"Foodie Friday" continues...
Welcome to the upside of the recession: good tables at good restaurants at good times at good prices.
According to this piece by Times restaurant critic Frank Bruni, NYC's fine restaurants are begging for your business (and yes, that is acclaimed chef Jean-Georges Vongerichten wearing a sandwich board printed with "You Won't Believe Our Deals!" How humbling...).
As Bruni notes,
Battered hard already by the recession and petrified of what’s to come, restaurants are talking sweet and reaching out in ways they didn’t six or even three months ago. They’re cutting special deals, adding little perks, relaxing demands and making an extra effort to be accessible.This embrace takes many forms: lower prix fixe prices, a more solicitous staff, cheap wine, prime reservation times. It's like Christmas for foodies (assuming you still have a job that will let you dine out). Well, and except for the part where lots of great restaurants are closing...
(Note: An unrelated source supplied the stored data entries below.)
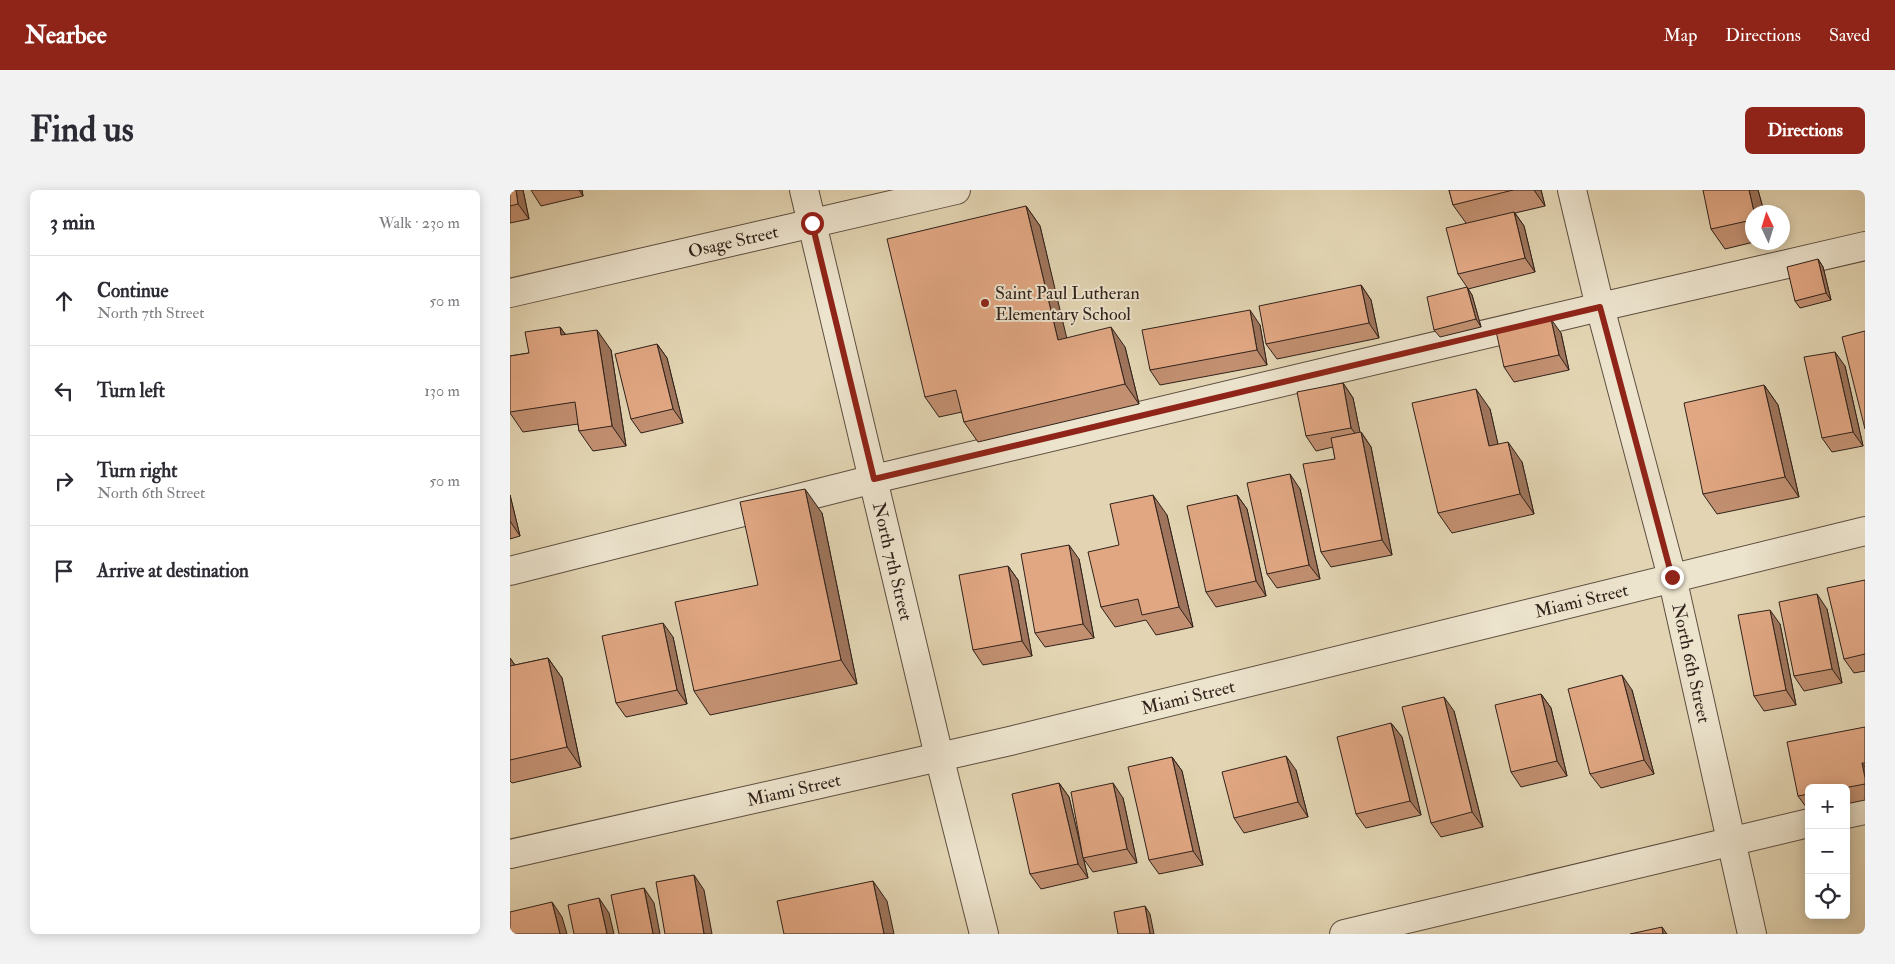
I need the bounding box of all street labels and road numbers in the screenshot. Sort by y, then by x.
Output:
street label: Osage Street [686,220,781,263]
street label: North 7th Street [867,500,918,623]
street label: Miami Street [1532,578,1631,623]
street label: North 6th Street [1667,601,1716,725]
street label: Miami Street [1139,675,1237,720]
street label: Miami Street [745,768,843,812]

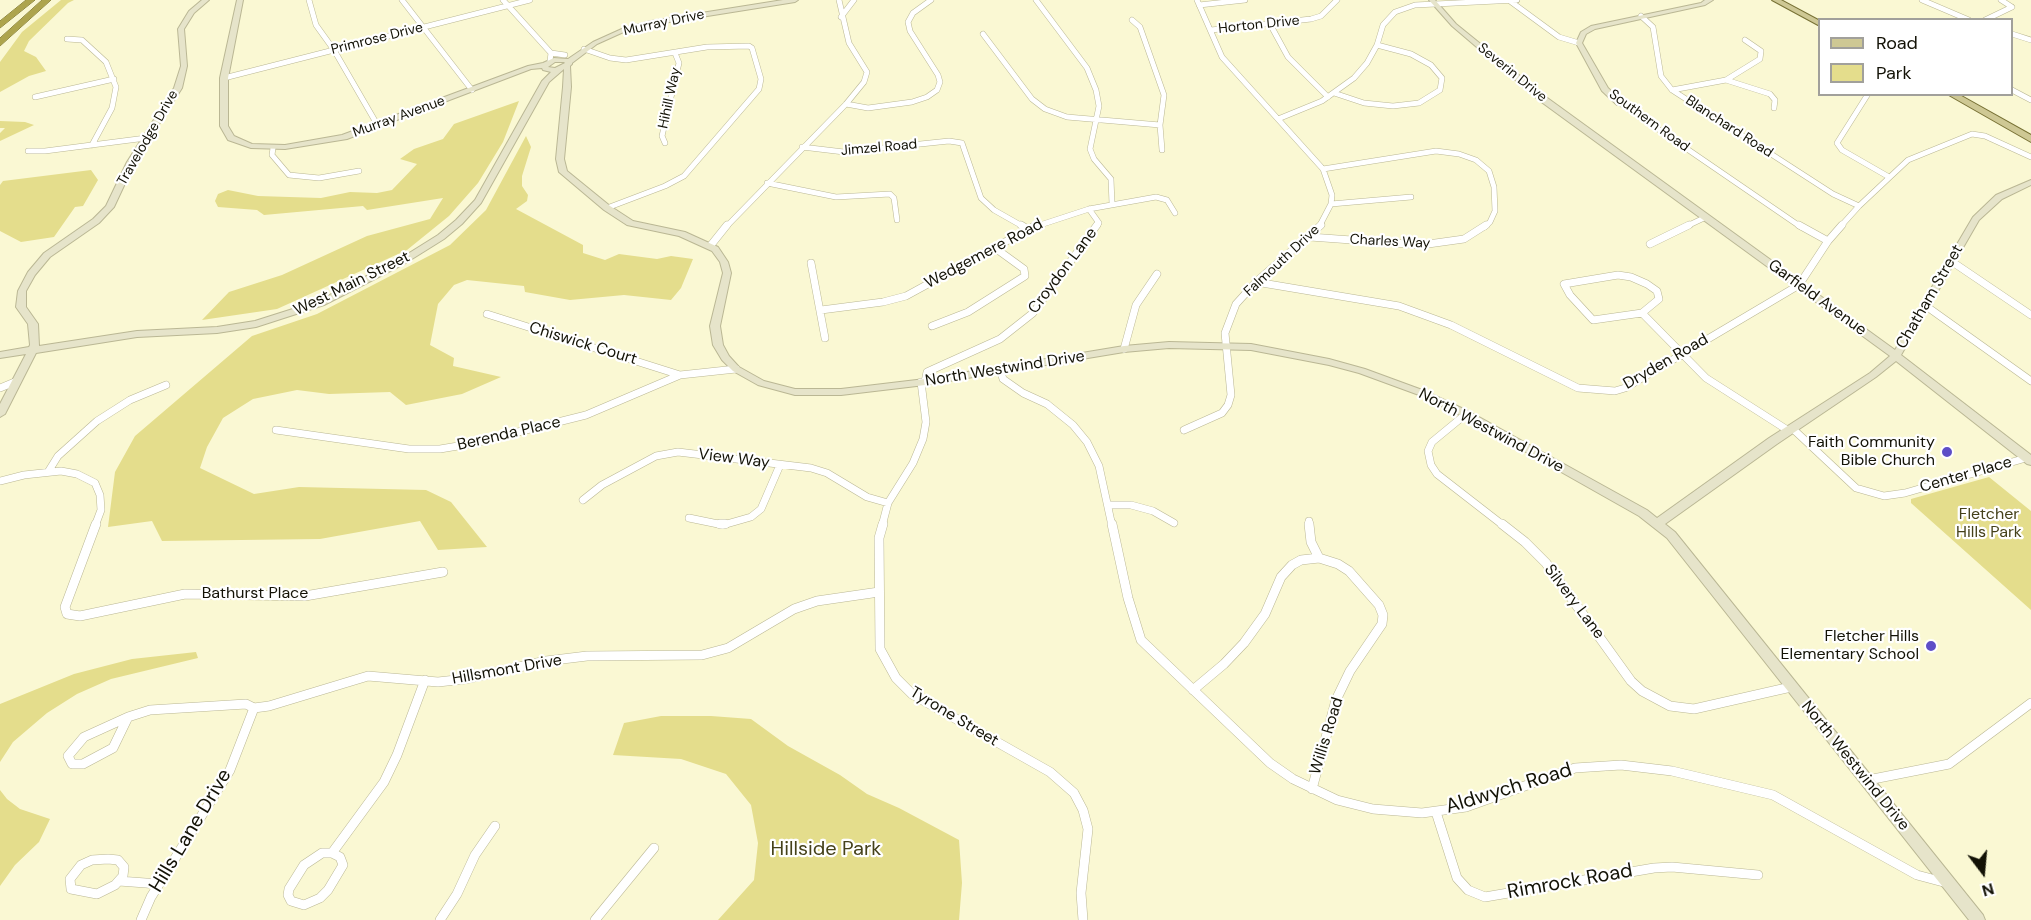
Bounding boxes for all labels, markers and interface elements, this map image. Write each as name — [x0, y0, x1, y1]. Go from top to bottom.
street label: Murray Drive — [622, 6, 706, 40]
street label: Horton Drive — [1218, 12, 1300, 38]
legend — [1818, 18, 2013, 96]
street label: Primrose Drive — [329, 19, 425, 59]
text: Road — [1876, 31, 1918, 55]
street label: Severin Drive — [1474, 40, 1550, 106]
text: Park — [1876, 61, 1912, 85]
street label: Hihill Way — [655, 66, 685, 130]
street label: Southern Road — [1605, 86, 1693, 156]
street label: Travelodge Drive — [114, 87, 182, 189]
street label: Blanchard Road — [1682, 92, 1776, 162]
street label: Murray Avenue — [351, 93, 447, 141]
street label: Jimzel Road — [840, 136, 918, 160]
street label: Wedgemere Road — [922, 215, 1046, 293]
street label: Falmouth Drive — [1241, 222, 1323, 300]
street label: Croydon Lane — [1025, 224, 1101, 318]
street label: Charles Way — [1349, 231, 1431, 253]
street label: Chatham Street — [1892, 241, 1968, 353]
street label: West Main Street — [291, 248, 413, 320]
street label: Garfield Avenue — [1764, 256, 1870, 340]
street label: Chiswick Court — [527, 318, 639, 370]
street label: Dryden Road — [1620, 330, 1712, 394]
street label: North Westwind Drive — [924, 347, 1086, 391]
street label: North Westwind Drive — [1415, 385, 1567, 477]
street label: Berenda Place — [455, 413, 563, 455]
place label: Faith Community Bible Church — [1808, 433, 1935, 471]
street label: View Way — [697, 445, 771, 473]
marker: Faith Community Bible Church — [1940, 445, 1954, 459]
street label: Center Place — [1918, 453, 2014, 497]
park label: Fletcher Hills Park — [1956, 505, 2022, 543]
street label: Silvery Lane — [1540, 561, 1608, 643]
street label: Bathurst Place — [202, 584, 308, 604]
place label: Fletcher Hills Elementary School — [1781, 627, 1919, 665]
marker: Fletcher Hills Elementary School — [1924, 639, 1938, 653]
street label: Hillsmont Drive — [451, 651, 563, 689]
street label: Tyrone Street — [906, 683, 1002, 751]
street label: Willis Road — [1306, 695, 1348, 777]
street label: North Westwind Drive — [1797, 697, 1913, 835]
street label: Aldwych Road — [1443, 758, 1575, 820]
street label: Hills Lane Drive — [145, 765, 237, 897]
park label: Hillside Park — [771, 838, 881, 862]
north arrow — [1953, 842, 2013, 902]
street label: Rimrock Road — [1505, 859, 1635, 905]
text: N — [1980, 878, 1997, 901]

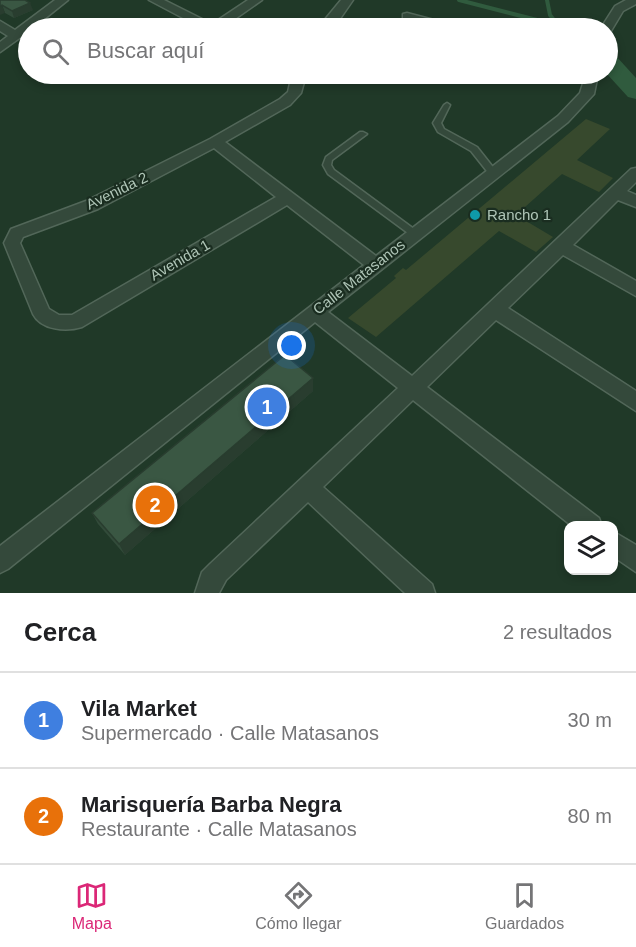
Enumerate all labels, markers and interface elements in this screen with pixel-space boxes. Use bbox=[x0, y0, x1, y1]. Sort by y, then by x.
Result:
search box bbox=[18, 18, 618, 84]
icon: search bbox=[39, 35, 72, 68]
text: Buscar aquí bbox=[87, 38, 204, 63]
street label: Avenida 2 bbox=[83, 168, 150, 213]
place label: Rancho 1 bbox=[487, 206, 551, 223]
marker: Rancho 1 bbox=[468, 208, 482, 222]
street label: Avenida 1 bbox=[147, 236, 213, 284]
street label: Calle Matasanos bbox=[309, 236, 408, 318]
your location bbox=[277, 331, 306, 360]
pin: 1 bbox=[248, 384, 286, 430]
pin: 2 bbox=[136, 482, 174, 528]
map controls bbox=[564, 521, 618, 575]
button: layers bbox=[564, 521, 618, 575]
text: Cerca bbox=[24, 617, 96, 647]
text: 2 resultados bbox=[503, 621, 612, 643]
text: Vila Market bbox=[81, 696, 197, 721]
text: 1 bbox=[38, 709, 49, 731]
text: 30 m bbox=[568, 709, 612, 731]
text: Supermercado · Calle Matasanos bbox=[81, 722, 379, 744]
text: Marisquería Barba Negra bbox=[81, 792, 341, 817]
text: 2 bbox=[38, 805, 49, 827]
text: 80 m bbox=[568, 805, 612, 827]
text: Restaurante · Calle Matasanos bbox=[81, 818, 357, 840]
tab: Mapa bbox=[72, 879, 112, 933]
tab: Cómo llegar bbox=[255, 879, 342, 933]
tab: Guardados bbox=[485, 879, 564, 933]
They’ve seldom wanted you so bad, so they’ve rarely treated you so good. If you can still afford to dine out, you’re likely finding yourself enfolded in what the restaurateur Stephen Hanson— who recently closed two Manhattan restaurants, including Fiamma — describes as a big, tight embrace.
Fosco and Oz, intrepid boy reporters, plan to do some research on this phenomenon in San Francisco over the next month. We'll let you know what we discover.